_Goal of the exercise_
Using the entries below, write out the line with "M1101,33l29,17 -18,6 -11,-6", the line with "M542,186l15,23 -29,10 -14,-24z", and every line in between, exactly as each is written.
Top of Records
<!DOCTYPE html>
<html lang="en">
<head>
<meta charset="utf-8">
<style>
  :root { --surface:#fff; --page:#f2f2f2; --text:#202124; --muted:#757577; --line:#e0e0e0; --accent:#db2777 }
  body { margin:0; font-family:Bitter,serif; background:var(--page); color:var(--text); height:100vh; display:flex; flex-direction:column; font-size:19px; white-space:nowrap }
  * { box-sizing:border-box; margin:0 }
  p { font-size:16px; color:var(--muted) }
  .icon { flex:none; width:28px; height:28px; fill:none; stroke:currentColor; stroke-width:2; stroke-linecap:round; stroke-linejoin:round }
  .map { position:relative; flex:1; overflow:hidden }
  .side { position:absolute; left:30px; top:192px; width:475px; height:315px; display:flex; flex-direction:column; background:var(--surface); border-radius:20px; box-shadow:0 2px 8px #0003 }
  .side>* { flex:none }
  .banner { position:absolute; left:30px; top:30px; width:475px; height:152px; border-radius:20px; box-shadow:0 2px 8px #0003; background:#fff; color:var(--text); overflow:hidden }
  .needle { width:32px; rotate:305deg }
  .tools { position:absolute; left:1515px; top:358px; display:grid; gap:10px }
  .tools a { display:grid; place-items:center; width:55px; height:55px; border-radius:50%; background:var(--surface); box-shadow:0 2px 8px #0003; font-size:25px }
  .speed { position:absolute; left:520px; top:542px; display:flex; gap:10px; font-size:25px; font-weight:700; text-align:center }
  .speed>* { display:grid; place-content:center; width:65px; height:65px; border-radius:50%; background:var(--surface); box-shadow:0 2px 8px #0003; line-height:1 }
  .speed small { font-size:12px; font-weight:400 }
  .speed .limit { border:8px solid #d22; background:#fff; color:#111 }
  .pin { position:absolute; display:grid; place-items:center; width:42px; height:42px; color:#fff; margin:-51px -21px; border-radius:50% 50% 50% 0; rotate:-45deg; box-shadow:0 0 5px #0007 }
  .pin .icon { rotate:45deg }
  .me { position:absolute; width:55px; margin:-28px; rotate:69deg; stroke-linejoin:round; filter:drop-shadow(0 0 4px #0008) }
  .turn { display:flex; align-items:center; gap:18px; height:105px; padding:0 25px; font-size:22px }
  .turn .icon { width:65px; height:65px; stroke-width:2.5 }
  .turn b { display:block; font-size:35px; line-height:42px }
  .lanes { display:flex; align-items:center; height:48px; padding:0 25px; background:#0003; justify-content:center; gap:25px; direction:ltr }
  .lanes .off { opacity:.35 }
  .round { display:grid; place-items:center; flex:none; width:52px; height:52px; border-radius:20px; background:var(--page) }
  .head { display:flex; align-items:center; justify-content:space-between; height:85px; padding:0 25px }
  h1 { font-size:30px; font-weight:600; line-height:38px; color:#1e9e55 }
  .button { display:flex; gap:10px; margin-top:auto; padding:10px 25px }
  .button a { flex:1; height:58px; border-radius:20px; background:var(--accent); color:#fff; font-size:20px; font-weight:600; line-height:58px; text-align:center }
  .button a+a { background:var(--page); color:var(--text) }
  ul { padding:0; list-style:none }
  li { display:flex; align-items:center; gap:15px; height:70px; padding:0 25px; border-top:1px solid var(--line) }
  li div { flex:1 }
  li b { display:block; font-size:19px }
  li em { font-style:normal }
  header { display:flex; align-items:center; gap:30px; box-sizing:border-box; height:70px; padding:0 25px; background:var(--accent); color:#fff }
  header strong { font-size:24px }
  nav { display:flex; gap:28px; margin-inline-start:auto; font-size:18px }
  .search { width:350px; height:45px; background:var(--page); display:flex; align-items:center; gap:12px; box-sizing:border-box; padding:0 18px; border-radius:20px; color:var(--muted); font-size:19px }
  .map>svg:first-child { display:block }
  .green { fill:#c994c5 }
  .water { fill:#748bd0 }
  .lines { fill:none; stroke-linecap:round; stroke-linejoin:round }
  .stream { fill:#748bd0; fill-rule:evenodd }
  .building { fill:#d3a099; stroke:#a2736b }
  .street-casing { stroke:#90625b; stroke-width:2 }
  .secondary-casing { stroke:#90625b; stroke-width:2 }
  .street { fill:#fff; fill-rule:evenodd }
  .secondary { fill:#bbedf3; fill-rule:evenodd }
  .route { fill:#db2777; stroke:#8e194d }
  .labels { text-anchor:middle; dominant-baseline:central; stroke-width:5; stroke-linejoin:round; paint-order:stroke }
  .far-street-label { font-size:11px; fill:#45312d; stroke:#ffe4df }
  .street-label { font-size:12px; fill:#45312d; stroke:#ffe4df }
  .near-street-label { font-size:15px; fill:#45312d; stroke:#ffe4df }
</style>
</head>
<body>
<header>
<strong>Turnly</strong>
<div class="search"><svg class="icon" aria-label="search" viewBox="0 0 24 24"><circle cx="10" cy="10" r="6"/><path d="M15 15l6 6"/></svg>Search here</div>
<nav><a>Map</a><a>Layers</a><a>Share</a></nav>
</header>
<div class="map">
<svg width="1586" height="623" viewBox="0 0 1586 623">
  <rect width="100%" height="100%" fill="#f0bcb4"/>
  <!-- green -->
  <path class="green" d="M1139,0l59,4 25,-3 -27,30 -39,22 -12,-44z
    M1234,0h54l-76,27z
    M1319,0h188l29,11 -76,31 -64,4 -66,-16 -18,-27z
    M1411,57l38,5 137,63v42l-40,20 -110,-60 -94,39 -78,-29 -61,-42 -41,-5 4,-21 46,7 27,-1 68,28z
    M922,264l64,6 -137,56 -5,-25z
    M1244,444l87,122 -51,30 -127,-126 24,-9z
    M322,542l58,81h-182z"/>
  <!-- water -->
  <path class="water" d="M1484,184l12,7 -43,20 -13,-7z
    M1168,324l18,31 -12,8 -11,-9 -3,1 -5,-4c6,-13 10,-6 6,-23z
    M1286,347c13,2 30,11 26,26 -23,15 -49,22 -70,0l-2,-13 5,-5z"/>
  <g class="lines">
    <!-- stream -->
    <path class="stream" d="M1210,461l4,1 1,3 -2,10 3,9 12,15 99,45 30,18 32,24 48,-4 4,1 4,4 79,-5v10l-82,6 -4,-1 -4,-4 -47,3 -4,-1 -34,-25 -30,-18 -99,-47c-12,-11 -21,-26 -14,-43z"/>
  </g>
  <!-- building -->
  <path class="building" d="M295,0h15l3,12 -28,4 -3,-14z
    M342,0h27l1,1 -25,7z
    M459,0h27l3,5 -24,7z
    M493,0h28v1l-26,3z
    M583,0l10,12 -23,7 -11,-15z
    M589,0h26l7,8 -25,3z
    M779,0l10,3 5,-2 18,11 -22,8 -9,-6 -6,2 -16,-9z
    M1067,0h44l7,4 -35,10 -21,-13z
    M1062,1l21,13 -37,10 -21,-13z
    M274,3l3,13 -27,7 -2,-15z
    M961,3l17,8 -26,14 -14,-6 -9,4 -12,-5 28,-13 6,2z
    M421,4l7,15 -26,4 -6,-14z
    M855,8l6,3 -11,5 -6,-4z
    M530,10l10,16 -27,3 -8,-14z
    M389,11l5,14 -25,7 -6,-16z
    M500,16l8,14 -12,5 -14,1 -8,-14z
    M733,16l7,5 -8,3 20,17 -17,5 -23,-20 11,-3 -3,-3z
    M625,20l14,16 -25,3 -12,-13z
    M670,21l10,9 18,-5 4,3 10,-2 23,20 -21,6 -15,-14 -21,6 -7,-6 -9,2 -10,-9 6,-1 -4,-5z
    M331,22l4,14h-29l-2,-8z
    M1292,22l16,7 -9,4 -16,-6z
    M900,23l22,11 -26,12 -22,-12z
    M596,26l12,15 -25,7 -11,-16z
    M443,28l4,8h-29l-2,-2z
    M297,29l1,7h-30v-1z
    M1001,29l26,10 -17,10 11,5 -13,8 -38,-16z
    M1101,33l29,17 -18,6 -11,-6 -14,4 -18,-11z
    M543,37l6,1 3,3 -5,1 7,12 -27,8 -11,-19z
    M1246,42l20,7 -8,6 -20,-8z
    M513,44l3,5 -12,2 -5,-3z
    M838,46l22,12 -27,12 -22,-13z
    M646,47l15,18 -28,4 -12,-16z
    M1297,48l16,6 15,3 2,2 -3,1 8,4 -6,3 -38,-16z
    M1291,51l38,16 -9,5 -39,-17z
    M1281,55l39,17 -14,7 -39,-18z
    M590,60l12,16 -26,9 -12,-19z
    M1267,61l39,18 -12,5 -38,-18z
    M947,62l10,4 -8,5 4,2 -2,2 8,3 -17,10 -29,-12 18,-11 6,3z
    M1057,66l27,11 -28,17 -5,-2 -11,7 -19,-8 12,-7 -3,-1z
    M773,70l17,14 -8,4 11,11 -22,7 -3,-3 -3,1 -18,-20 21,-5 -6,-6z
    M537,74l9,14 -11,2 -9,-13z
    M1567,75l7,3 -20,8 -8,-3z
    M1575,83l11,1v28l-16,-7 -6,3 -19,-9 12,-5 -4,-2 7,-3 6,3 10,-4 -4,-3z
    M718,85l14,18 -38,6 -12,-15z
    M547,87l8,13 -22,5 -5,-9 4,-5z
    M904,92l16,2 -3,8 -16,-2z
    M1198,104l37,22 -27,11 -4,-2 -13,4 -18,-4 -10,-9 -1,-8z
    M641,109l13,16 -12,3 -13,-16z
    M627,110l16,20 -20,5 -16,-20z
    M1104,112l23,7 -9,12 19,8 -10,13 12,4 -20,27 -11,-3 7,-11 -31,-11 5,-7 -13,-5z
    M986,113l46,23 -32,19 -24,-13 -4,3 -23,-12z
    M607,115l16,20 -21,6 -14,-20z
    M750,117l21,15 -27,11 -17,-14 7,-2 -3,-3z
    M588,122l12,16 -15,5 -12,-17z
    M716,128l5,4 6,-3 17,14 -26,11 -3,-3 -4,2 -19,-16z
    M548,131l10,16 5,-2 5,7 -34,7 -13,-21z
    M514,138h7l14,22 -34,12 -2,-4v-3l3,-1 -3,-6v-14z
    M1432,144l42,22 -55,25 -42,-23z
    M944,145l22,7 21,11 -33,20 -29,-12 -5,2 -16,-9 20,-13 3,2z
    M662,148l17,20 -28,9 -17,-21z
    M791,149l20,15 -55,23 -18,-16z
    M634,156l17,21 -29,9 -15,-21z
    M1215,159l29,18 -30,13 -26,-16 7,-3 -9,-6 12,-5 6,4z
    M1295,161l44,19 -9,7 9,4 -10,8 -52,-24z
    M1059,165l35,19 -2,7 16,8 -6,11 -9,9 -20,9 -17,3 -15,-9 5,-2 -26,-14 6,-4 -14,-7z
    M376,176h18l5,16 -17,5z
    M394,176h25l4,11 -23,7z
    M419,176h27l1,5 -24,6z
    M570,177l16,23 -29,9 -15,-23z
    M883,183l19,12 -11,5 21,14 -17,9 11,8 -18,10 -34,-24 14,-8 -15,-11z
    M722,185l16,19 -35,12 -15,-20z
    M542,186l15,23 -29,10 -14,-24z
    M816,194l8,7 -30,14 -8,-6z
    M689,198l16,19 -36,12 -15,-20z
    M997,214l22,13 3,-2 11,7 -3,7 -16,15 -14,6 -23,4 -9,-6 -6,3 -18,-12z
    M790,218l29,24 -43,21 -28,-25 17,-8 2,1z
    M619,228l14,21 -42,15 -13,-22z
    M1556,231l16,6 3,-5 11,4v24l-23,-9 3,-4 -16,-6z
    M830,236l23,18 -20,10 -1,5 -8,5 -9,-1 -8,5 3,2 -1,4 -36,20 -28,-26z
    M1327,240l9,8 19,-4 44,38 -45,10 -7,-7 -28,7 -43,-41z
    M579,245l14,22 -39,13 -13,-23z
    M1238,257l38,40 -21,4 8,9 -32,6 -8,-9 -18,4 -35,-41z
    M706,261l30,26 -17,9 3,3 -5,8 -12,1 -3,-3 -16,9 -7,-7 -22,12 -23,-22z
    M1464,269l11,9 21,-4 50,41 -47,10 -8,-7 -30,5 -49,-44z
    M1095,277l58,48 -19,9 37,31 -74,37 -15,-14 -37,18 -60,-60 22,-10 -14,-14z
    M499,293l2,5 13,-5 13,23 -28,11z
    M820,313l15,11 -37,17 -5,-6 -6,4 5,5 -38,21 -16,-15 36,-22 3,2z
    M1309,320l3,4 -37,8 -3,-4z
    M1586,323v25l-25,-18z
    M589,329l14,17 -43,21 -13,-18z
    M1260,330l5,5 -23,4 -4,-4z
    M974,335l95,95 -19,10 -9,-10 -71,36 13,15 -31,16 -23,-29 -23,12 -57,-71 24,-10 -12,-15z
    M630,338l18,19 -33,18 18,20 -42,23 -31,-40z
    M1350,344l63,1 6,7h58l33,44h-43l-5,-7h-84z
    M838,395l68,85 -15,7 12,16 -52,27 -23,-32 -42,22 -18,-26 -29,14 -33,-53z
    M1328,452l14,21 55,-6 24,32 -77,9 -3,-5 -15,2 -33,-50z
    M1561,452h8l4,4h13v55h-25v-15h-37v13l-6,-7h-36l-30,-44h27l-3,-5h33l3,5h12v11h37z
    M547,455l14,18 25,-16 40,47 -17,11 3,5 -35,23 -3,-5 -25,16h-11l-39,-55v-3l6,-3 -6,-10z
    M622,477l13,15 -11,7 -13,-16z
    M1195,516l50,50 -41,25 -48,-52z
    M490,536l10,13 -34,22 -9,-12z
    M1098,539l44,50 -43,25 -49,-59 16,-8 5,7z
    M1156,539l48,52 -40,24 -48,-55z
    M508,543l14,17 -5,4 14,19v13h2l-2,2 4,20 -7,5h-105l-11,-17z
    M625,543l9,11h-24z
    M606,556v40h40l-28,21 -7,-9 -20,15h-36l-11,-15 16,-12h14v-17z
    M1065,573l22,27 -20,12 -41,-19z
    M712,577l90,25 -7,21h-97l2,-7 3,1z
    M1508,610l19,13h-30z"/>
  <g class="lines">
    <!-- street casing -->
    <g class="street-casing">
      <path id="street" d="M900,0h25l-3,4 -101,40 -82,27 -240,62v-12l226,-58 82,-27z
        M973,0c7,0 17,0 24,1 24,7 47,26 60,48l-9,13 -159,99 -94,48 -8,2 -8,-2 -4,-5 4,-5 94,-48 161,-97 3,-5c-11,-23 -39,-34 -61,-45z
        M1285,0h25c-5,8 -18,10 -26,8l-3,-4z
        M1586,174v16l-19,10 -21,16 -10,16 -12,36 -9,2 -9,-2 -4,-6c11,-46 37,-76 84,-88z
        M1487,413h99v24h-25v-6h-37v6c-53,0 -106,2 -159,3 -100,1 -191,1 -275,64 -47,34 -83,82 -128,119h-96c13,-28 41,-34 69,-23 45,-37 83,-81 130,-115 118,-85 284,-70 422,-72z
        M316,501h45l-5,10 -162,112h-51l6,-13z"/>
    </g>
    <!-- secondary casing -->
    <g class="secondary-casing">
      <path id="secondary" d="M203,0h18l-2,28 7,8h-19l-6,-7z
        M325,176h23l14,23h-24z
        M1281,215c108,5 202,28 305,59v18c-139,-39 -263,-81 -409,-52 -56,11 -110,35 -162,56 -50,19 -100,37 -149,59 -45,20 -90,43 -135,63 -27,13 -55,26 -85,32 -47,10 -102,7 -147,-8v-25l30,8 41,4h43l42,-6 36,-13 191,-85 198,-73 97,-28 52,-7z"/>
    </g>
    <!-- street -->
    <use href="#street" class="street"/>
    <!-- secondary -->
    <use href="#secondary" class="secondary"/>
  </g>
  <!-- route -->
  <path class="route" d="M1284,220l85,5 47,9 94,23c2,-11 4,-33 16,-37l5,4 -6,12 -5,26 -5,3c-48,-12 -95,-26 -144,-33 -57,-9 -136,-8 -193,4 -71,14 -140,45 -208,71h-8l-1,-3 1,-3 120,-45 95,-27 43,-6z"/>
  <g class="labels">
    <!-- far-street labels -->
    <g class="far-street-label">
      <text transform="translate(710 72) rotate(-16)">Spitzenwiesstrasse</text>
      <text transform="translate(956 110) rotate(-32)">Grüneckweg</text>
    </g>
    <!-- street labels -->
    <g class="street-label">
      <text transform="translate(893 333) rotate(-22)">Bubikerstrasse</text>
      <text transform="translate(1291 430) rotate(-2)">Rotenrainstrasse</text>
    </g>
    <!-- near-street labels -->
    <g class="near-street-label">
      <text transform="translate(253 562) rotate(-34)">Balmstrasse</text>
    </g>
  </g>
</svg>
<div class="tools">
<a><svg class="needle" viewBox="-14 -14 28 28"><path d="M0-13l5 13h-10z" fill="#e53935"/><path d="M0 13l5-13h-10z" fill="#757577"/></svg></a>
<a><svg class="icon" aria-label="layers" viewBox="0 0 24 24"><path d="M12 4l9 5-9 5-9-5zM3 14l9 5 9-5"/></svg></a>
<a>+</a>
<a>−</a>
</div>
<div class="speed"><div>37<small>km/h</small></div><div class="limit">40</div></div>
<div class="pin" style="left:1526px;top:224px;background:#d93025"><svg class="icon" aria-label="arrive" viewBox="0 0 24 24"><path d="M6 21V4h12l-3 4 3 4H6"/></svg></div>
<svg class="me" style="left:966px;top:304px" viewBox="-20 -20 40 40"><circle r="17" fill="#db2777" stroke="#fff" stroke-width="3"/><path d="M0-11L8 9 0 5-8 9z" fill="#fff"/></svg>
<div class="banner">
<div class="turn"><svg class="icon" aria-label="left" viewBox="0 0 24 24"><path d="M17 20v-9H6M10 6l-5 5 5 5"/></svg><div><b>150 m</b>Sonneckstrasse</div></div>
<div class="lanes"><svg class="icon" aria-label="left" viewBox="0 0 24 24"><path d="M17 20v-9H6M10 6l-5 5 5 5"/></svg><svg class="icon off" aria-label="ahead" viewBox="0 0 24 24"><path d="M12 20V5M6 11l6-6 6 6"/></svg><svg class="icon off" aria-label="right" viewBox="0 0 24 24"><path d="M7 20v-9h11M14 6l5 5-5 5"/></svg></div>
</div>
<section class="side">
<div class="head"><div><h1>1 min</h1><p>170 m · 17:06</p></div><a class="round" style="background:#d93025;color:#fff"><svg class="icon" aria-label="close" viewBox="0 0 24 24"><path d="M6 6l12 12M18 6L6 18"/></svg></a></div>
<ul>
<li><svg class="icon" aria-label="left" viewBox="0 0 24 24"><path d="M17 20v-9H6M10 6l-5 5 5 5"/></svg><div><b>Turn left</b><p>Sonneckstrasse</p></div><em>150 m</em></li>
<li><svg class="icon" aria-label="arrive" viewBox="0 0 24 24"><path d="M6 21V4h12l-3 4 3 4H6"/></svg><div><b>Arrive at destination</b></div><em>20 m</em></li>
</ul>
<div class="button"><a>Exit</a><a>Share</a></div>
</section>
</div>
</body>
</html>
Bottom of Records
_Solution to this task_
    M1101,33l29,17 -18,6 -11,-6 -14,4 -18,-11z
    M543,37l6,1 3,3 -5,1 7,12 -27,8 -11,-19z
    M1246,42l20,7 -8,6 -20,-8z
    M513,44l3,5 -12,2 -5,-3z
    M838,46l22,12 -27,12 -22,-13z
    M646,47l15,18 -28,4 -12,-16z
    M1297,48l16,6 15,3 2,2 -3,1 8,4 -6,3 -38,-16z
    M1291,51l38,16 -9,5 -39,-17z
    M1281,55l39,17 -14,7 -39,-18z
    M590,60l12,16 -26,9 -12,-19z
    M1267,61l39,18 -12,5 -38,-18z
    M947,62l10,4 -8,5 4,2 -2,2 8,3 -17,10 -29,-12 18,-11 6,3z
    M1057,66l27,11 -28,17 -5,-2 -11,7 -19,-8 12,-7 -3,-1z
    M773,70l17,14 -8,4 11,11 -22,7 -3,-3 -3,1 -18,-20 21,-5 -6,-6z
    M537,74l9,14 -11,2 -9,-13z
    M1567,75l7,3 -20,8 -8,-3z
    M1575,83l11,1v28l-16,-7 -6,3 -19,-9 12,-5 -4,-2 7,-3 6,3 10,-4 -4,-3z
    M718,85l14,18 -38,6 -12,-15z
    M547,87l8,13 -22,5 -5,-9 4,-5z
    M904,92l16,2 -3,8 -16,-2z
    M1198,104l37,22 -27,11 -4,-2 -13,4 -18,-4 -10,-9 -1,-8z
    M641,109l13,16 -12,3 -13,-16z
    M627,110l16,20 -20,5 -16,-20z
    M1104,112l23,7 -9,12 19,8 -10,13 12,4 -20,27 -11,-3 7,-11 -31,-11 5,-7 -13,-5z
    M986,113l46,23 -32,19 -24,-13 -4,3 -23,-12z
    M607,115l16,20 -21,6 -14,-20z
    M750,117l21,15 -27,11 -17,-14 7,-2 -3,-3z
    M588,122l12,16 -15,5 -12,-17z
    M716,128l5,4 6,-3 17,14 -26,11 -3,-3 -4,2 -19,-16z
    M548,131l10,16 5,-2 5,7 -34,7 -13,-21z
    M514,138h7l14,22 -34,12 -2,-4v-3l3,-1 -3,-6v-14z
    M1432,144l42,22 -55,25 -42,-23z
    M944,145l22,7 21,11 -33,20 -29,-12 -5,2 -16,-9 20,-13 3,2z
    M662,148l17,20 -28,9 -17,-21z
    M791,149l20,15 -55,23 -18,-16z
    M634,156l17,21 -29,9 -15,-21z
    M1215,159l29,18 -30,13 -26,-16 7,-3 -9,-6 12,-5 6,4z
    M1295,161l44,19 -9,7 9,4 -10,8 -52,-24z
    M1059,165l35,19 -2,7 16,8 -6,11 -9,9 -20,9 -17,3 -15,-9 5,-2 -26,-14 6,-4 -14,-7z
    M376,176h18l5,16 -17,5z
    M394,176h25l4,11 -23,7z
    M419,176h27l1,5 -24,6z
    M570,177l16,23 -29,9 -15,-23z
    M883,183l19,12 -11,5 21,14 -17,9 11,8 -18,10 -34,-24 14,-8 -15,-11z
    M722,185l16,19 -35,12 -15,-20z
    M542,186l15,23 -29,10 -14,-24z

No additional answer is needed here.